Em uma perspectiva comparada, o Brasil, diferente de outros países da América Latina, possui uma mídia religiosa - católica e evangélica – consolidada há muitos anos e com grande poder político e econômico. O Monitoramento da Propriedade da Mídia (MOM-Brasil)[6] mostra que nove dos 50 veículos de maior audiência no país (considerando TV, rádio, mídia impressa e mídia digital) estão nas mãos de igrejas e lideranças religiosas. Entre elas, o bispo Edir Macedo, da Igreja Universal do Reino de Deus, é dono do Grupo Record, e os apóstolos Estevam e Sônia Hernandes, da Igreja Renascer em Cristo, são donos da Rede Gospel de TV. Entre as mídias católicas, aparecem a Rede Vida de TV, do Instituto Brasileiro de Comunicação Cristã, e a Rede Católica de Rádio, uma associação de sete redes de rádio, entre elas a Rede Aparecida e a Canção Nova.

Igrejas e líderes religiosos também ocupam espaço na programação de emissoras de TV comerciais, entre eles televangelistas em atuação no país há muitas décadas, como o pastor Silas Malafaia, líder da Assembleia de Deus Vitória em Cristo, e o missionário R. R. Soares, líder da Igreja Internacional da Graça de Deus.

Para além da mídia de maior alcance nacional, no entanto, existem milhares de estações de rádio e de TV, veículos impressos e sites de internet que são de propriedade ou dirigidos por lideranças religiosas e que possuem enorme importância no acesso à informação nas diferentes regiões do país. A presença religiosa cresce também entre as estações de rádio comunitárias, por força de alguns fatores.
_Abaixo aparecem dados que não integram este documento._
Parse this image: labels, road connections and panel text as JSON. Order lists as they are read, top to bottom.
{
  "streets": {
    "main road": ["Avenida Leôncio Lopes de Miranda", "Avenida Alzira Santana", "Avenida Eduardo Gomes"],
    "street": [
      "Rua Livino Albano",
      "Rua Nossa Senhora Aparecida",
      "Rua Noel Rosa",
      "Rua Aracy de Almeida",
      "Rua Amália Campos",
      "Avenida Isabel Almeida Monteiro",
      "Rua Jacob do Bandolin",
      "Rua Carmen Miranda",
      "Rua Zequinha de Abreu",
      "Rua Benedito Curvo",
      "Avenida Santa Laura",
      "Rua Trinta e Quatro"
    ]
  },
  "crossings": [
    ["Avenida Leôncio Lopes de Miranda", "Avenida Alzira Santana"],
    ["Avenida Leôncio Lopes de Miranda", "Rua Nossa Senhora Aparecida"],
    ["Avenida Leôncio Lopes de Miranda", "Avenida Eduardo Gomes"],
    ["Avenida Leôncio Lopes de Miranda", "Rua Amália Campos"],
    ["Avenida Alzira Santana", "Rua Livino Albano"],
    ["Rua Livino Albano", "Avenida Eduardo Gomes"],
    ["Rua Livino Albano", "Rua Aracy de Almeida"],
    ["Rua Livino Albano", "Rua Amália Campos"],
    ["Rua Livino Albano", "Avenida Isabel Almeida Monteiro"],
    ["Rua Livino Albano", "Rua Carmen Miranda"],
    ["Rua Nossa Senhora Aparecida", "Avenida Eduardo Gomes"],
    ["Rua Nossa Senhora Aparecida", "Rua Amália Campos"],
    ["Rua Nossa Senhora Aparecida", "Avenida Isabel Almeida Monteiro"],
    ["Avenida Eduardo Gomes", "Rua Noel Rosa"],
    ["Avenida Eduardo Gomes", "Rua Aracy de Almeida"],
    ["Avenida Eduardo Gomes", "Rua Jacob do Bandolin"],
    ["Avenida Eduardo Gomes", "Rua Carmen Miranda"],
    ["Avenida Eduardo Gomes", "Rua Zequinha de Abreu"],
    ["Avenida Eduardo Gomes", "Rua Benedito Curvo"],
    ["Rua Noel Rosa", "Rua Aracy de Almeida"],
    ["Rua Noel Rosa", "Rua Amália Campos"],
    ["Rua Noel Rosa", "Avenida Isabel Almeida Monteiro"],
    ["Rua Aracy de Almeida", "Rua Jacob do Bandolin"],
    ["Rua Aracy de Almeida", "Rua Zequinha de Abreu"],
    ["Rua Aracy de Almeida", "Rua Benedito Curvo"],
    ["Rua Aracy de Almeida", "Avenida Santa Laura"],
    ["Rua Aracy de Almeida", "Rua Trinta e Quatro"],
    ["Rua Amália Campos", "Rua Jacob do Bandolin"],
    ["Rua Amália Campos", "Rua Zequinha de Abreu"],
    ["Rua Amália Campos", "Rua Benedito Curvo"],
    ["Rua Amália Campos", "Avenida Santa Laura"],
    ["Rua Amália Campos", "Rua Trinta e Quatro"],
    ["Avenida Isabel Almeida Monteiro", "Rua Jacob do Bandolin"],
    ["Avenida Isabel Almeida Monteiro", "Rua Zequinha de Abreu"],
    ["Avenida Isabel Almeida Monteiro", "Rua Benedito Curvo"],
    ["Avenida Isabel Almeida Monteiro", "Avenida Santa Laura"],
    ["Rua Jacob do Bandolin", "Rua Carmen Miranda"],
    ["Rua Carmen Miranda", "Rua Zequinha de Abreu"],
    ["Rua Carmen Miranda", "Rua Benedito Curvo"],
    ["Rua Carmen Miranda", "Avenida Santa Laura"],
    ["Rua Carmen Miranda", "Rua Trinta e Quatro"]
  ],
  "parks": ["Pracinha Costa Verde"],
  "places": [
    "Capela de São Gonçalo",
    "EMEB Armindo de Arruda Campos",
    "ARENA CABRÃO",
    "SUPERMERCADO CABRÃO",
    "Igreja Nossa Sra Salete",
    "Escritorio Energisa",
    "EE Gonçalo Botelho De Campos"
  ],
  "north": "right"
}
Destaco três deles: a ação de parlamentares religiosos, que se intensificou nos últimos anos nessa direção; a falta de fundos públicos paras as rádios, o que tem gerado dificuldades econômicas, abrindo caminho para o controle de quem tem mais recursos; e o julgamento do Supremo Tribunal Federal, de 2018, que considerou inconstitucional trecho da lei 9.612/1998 que vetava o proselitismo.

É preciso um estudo mais aprofundado para o mapeamento do controle societário e do alcance desses veículos, além da análise do tipo de conteúdo que está sendo produzido, que pode variar enormemente tanto em relação a doutrinas e concepções teológicas quanto em relação aos discursos políticos disseminados.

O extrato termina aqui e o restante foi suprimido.